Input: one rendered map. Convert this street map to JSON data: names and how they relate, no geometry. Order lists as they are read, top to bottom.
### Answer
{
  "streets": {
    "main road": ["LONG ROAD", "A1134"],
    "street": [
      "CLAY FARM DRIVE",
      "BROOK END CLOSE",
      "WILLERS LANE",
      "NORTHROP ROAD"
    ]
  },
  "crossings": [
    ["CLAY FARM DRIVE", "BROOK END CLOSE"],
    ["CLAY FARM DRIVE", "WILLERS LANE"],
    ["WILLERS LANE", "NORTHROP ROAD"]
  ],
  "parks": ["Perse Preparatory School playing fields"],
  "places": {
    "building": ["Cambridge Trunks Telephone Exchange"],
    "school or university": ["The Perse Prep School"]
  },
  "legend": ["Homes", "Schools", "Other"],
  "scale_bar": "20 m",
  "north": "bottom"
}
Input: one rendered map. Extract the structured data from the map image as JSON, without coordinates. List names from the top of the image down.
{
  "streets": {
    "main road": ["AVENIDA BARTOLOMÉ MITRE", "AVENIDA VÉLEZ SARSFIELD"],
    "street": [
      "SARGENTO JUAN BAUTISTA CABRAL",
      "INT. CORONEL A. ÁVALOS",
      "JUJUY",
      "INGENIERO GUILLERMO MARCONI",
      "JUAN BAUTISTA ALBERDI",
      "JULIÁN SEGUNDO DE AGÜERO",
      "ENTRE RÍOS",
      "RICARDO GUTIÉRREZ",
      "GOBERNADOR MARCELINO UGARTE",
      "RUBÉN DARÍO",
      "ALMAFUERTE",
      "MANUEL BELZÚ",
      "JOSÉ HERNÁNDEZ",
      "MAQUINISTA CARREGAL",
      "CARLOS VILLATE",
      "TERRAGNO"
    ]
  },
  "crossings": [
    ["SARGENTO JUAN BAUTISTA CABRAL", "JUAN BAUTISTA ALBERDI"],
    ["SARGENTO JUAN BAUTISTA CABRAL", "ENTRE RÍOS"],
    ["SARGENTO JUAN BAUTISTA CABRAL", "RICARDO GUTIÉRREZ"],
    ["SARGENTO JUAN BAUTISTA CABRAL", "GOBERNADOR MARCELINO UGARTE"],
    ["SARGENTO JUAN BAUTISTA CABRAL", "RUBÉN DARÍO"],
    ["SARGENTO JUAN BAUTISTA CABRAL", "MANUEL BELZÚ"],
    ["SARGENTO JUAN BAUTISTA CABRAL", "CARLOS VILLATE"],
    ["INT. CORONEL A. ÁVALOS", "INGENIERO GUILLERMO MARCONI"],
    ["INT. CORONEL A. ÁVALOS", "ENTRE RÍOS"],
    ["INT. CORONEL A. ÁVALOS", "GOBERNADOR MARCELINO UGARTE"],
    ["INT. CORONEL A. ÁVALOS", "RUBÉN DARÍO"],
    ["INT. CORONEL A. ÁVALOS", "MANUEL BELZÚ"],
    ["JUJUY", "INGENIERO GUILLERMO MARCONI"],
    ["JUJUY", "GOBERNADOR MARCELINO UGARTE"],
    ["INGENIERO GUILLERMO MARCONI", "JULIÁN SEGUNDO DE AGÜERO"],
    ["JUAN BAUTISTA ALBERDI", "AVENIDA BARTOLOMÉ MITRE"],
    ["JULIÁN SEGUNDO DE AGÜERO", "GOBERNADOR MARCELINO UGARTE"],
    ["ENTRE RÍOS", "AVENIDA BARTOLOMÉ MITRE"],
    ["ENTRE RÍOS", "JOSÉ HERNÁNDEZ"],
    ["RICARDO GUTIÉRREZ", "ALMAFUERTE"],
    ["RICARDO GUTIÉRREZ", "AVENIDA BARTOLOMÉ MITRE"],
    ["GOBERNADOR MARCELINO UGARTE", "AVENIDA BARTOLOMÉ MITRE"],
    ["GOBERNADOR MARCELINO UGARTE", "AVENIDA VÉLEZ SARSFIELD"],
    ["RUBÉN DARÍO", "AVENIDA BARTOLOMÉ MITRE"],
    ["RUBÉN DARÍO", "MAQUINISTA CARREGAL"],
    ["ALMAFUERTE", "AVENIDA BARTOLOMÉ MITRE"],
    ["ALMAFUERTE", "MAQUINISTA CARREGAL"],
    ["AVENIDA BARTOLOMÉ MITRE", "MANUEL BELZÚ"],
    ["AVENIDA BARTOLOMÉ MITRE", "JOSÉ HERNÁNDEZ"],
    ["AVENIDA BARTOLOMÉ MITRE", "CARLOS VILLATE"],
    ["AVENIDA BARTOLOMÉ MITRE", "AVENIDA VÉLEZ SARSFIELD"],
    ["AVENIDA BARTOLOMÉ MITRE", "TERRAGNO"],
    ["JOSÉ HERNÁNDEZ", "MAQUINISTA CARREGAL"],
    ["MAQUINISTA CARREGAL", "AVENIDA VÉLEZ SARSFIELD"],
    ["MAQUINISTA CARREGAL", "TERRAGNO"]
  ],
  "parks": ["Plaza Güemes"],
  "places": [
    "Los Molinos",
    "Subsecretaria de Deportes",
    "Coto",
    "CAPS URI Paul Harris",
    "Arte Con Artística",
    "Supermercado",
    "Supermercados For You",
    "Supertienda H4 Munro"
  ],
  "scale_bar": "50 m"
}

════════════════════

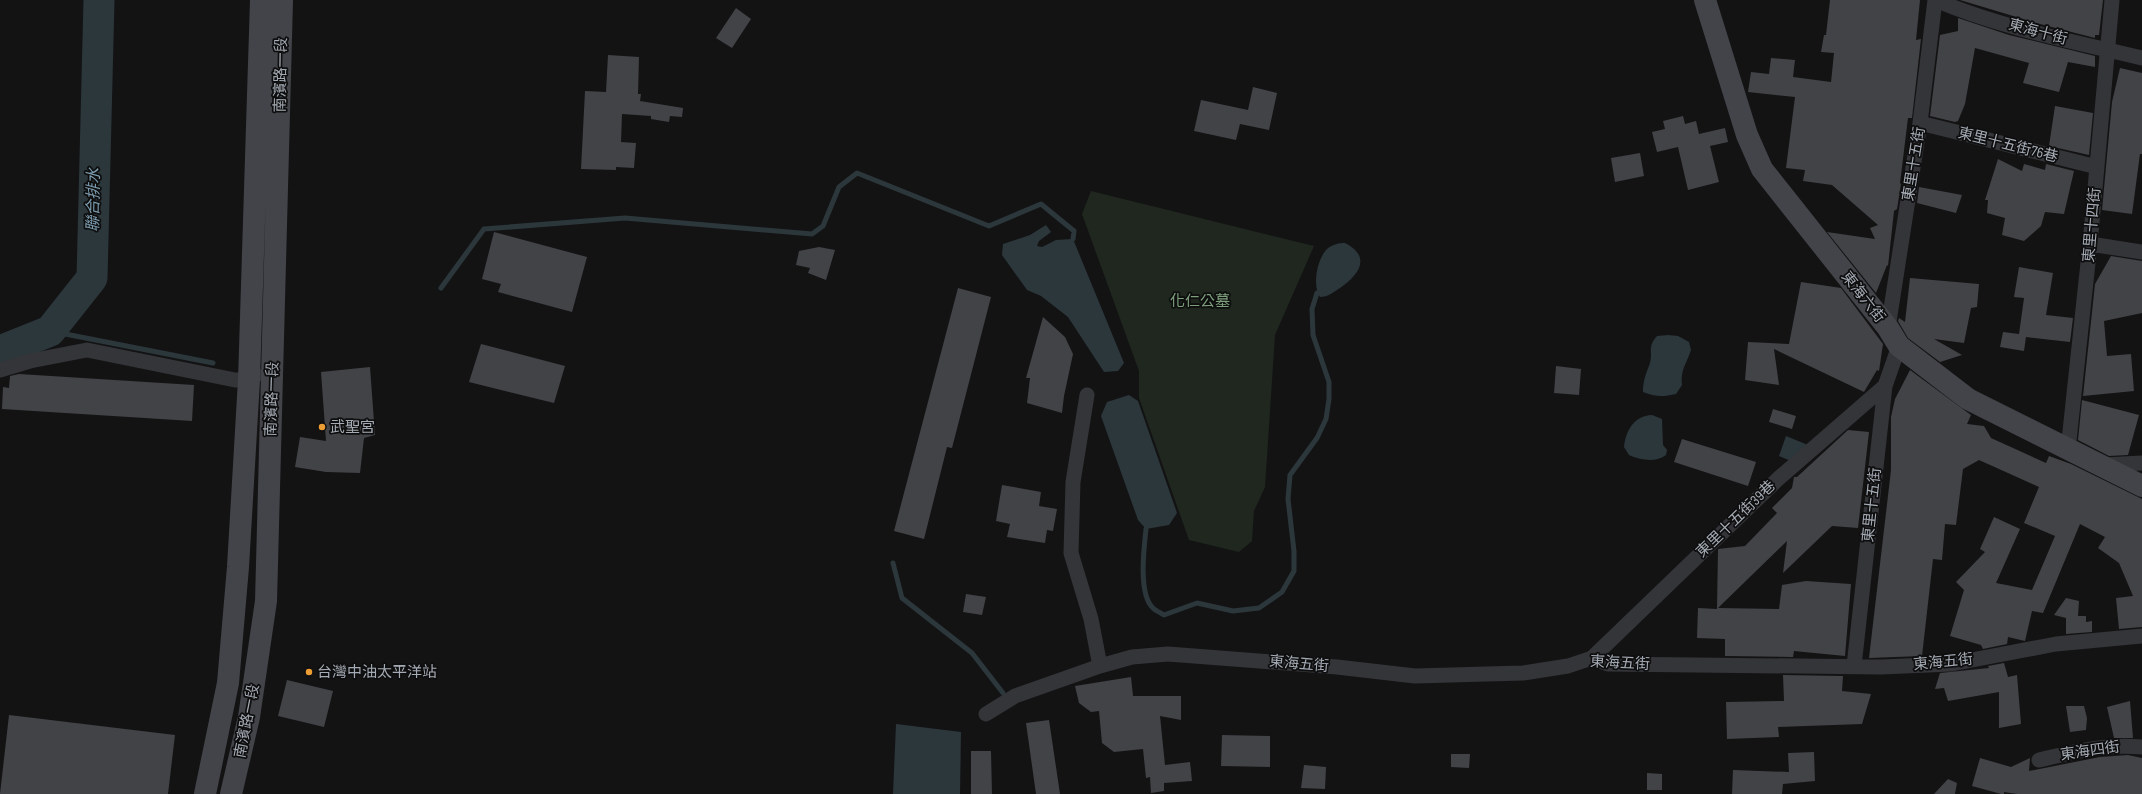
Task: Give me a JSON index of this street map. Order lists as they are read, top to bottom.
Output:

════════════════════

# [DESCRIPTION OF THE TASK]
Wherever the word "they" occurs in a line of the listing, copy that line.

# [ANSWER TO THIS EXERCISE]
Input: one rendered map. Convert this street map to JSON data: names and how they relate, no geometry. Order lists as they are read, top to bottom.
Task: Give me a JSON index of this street map. Order lists as they are read, top to bottom.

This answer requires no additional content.